Zur Herzlichkeit und Hilfsbereitschaft sollte nun noch etwas Drittes kommen, nämlich Eigennutz. Ja, Eigennutz. Die Aufnahme von Schutzsuchenden kann auch eine Win-Win-Situation ergeben. Wenn Cottbus diesen Menschen jetzt den Aufenthalt ermöglicht und gute Bedingungen dafür schafft, dann bleiben sie vielleicht länger. Es könnte auch helfen, die besseren Standortfaktoren zu erwähnen. Zum Beispiel die 7.000 freien Jobs in attraktiven Zukunftsbranchen, die in den nächsten Jahren entstehen. Rund um Cottbus werden Fachkräfte für Verkauf, Büro und Sekretariat händeringend gesucht. Dazu Personal für Reinigung und Gastronomie, Köchinnen und Bauelektriker, Meinungsforscherinnen und Berufskraftfahrer. Was die Statistik der Bundesagentur für Arbeit im Bezirk Cottbus nicht erfasst: Gesucht werden auch Tausende von Wissenschaftlern. Außerdem: Anders als in Berlin findet man hier eine bezahlbare Wohnung, ohne anzustehen, und einen Platz in der Kita, den man nicht schon bei der Eheschließung beantragen muss.

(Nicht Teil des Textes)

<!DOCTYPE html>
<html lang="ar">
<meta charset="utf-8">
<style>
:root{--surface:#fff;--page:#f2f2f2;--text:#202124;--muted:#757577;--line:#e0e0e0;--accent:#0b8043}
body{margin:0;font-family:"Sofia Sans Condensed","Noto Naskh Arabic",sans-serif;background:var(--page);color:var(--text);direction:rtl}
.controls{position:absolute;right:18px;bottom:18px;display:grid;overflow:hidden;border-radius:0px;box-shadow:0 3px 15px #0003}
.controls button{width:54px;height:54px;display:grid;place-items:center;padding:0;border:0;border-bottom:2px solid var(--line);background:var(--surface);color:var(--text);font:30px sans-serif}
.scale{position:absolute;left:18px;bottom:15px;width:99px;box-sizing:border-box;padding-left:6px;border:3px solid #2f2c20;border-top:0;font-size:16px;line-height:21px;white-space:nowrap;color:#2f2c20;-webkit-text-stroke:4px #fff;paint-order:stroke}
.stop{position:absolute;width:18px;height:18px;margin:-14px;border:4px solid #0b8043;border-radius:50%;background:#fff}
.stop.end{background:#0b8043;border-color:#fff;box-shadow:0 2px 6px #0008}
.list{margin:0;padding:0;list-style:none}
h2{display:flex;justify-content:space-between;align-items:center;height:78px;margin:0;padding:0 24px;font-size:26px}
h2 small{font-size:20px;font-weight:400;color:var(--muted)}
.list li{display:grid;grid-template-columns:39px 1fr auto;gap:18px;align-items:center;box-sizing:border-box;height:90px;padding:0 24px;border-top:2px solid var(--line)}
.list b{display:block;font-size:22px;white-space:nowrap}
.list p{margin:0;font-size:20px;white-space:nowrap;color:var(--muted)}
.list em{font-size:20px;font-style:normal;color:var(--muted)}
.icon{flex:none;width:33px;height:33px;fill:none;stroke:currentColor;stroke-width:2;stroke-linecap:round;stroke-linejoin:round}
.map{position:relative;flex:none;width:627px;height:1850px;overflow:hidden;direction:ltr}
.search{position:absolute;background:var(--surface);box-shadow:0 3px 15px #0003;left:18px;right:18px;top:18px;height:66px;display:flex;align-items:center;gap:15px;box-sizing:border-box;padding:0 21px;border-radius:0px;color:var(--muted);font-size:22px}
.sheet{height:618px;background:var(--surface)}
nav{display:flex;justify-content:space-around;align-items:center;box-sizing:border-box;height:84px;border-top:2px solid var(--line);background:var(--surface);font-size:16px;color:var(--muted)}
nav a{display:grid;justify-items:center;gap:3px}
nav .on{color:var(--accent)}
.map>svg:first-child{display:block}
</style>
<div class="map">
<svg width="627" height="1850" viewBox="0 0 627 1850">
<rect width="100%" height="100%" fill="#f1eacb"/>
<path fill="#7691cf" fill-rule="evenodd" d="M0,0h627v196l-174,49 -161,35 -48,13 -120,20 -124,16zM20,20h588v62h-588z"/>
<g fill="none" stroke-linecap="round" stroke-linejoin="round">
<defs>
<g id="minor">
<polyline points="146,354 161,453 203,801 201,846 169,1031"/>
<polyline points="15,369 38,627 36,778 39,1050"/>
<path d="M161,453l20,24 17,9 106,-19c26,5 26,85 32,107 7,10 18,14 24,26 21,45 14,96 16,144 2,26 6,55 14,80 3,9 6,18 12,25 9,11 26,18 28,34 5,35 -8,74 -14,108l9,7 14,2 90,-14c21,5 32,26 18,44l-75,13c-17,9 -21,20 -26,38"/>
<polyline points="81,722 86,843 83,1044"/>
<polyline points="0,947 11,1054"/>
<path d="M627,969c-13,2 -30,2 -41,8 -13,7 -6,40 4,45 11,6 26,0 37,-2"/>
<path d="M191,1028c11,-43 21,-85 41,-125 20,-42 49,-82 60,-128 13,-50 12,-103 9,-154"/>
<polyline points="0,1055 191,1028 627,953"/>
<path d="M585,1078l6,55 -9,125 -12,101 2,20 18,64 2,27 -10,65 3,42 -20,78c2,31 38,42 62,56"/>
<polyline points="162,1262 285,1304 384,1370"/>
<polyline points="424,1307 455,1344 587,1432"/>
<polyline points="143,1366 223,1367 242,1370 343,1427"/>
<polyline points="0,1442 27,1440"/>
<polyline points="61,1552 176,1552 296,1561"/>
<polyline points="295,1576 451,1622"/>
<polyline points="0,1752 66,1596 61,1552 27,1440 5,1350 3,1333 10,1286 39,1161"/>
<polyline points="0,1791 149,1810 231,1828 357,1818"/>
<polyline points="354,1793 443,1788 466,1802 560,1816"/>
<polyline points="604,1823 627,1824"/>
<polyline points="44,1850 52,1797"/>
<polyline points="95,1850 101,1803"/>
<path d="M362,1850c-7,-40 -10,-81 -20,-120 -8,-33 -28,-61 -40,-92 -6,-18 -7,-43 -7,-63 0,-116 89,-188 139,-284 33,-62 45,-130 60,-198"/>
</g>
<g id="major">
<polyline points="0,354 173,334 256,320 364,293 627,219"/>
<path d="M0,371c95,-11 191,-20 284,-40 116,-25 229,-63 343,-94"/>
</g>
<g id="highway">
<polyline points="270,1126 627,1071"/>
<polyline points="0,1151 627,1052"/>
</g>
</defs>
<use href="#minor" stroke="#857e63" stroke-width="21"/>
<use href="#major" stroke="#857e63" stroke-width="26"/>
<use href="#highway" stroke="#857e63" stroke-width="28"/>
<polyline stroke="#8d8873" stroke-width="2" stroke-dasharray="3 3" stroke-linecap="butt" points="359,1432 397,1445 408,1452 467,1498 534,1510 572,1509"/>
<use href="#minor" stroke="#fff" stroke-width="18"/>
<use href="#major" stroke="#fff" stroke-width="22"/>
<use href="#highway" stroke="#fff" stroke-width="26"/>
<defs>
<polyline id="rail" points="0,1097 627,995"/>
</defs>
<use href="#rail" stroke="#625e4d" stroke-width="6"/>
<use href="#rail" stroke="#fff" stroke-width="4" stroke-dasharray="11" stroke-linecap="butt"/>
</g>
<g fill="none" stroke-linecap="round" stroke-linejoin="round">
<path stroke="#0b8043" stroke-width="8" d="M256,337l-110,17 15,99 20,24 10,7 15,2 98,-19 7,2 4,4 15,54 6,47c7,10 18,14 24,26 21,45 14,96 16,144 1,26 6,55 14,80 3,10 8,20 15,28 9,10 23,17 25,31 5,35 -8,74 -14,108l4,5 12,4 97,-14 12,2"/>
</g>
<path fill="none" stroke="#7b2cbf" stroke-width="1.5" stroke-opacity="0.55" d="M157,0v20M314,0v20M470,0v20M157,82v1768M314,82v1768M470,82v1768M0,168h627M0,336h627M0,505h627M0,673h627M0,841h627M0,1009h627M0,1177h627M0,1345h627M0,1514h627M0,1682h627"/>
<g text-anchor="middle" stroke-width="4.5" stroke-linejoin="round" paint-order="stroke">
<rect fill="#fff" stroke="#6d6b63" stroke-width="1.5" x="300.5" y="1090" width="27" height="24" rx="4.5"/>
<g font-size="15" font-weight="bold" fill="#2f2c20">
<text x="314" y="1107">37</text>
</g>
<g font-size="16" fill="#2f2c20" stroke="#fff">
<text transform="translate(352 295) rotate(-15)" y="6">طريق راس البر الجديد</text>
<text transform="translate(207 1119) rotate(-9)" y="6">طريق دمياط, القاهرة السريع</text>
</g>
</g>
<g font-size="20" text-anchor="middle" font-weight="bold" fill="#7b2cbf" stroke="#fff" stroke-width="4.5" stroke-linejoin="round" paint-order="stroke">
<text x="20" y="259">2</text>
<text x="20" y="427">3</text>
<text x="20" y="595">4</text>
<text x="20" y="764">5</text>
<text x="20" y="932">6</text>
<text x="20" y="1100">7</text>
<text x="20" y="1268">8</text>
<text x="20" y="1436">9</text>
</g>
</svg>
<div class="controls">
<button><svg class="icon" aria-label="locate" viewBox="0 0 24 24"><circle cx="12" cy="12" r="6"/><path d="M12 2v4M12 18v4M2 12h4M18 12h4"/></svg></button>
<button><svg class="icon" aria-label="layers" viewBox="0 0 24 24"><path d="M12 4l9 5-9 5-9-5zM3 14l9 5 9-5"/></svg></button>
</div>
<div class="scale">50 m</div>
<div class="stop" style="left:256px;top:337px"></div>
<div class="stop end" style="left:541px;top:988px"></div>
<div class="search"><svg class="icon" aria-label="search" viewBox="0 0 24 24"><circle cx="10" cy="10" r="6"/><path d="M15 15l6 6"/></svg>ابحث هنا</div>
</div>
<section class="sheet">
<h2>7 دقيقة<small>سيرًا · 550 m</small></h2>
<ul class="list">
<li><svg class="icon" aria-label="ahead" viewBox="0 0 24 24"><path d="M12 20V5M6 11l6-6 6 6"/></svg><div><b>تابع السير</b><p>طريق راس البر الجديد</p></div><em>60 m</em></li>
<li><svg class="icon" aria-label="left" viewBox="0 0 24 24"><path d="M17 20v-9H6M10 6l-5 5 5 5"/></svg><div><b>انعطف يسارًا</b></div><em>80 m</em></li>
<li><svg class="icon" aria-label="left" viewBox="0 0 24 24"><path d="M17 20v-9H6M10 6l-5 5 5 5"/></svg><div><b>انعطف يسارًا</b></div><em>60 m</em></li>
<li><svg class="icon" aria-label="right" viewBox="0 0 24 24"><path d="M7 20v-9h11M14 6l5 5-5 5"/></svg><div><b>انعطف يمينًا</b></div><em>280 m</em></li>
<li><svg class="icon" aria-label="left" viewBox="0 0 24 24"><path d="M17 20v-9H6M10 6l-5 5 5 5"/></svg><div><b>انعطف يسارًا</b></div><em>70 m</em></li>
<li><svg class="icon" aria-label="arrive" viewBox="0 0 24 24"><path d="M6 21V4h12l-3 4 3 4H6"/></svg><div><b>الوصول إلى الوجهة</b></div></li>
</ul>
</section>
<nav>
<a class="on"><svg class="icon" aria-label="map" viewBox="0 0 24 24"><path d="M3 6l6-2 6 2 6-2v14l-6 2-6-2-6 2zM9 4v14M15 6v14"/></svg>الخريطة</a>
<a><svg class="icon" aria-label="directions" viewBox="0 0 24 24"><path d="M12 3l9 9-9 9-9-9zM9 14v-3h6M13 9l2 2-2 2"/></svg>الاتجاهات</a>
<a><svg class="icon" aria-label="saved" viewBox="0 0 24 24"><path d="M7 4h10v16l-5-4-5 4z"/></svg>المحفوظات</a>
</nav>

Mit dem Willkommen fängt es an. Jetzt müssen Anreize zum Hierbleiben folgen. Wer will, dass Cottbus eine Boomtown wird, muss mehr tun, als eine hübsche Domain zu sichern. Eine Kampagne mit Videos, in denen bekannte Persönlichkeiten durch die Stadtlandschaft laufen und hoffnungsvoll in den Himmel schauen, mag ganz nett sein. Besser sind aber Bilder in den Nachrichten, die zeigen, wie Menschen andere Menschen am Bahnhof empfangen und umsorgen. Was die Cottbuser Bürgerinnen und Bürger gerade leisten, ihr aktives Tun, ihre Hilfsbereitschaft – all das bringt der Stadt und ihrem Image mehr als jede Kampagne.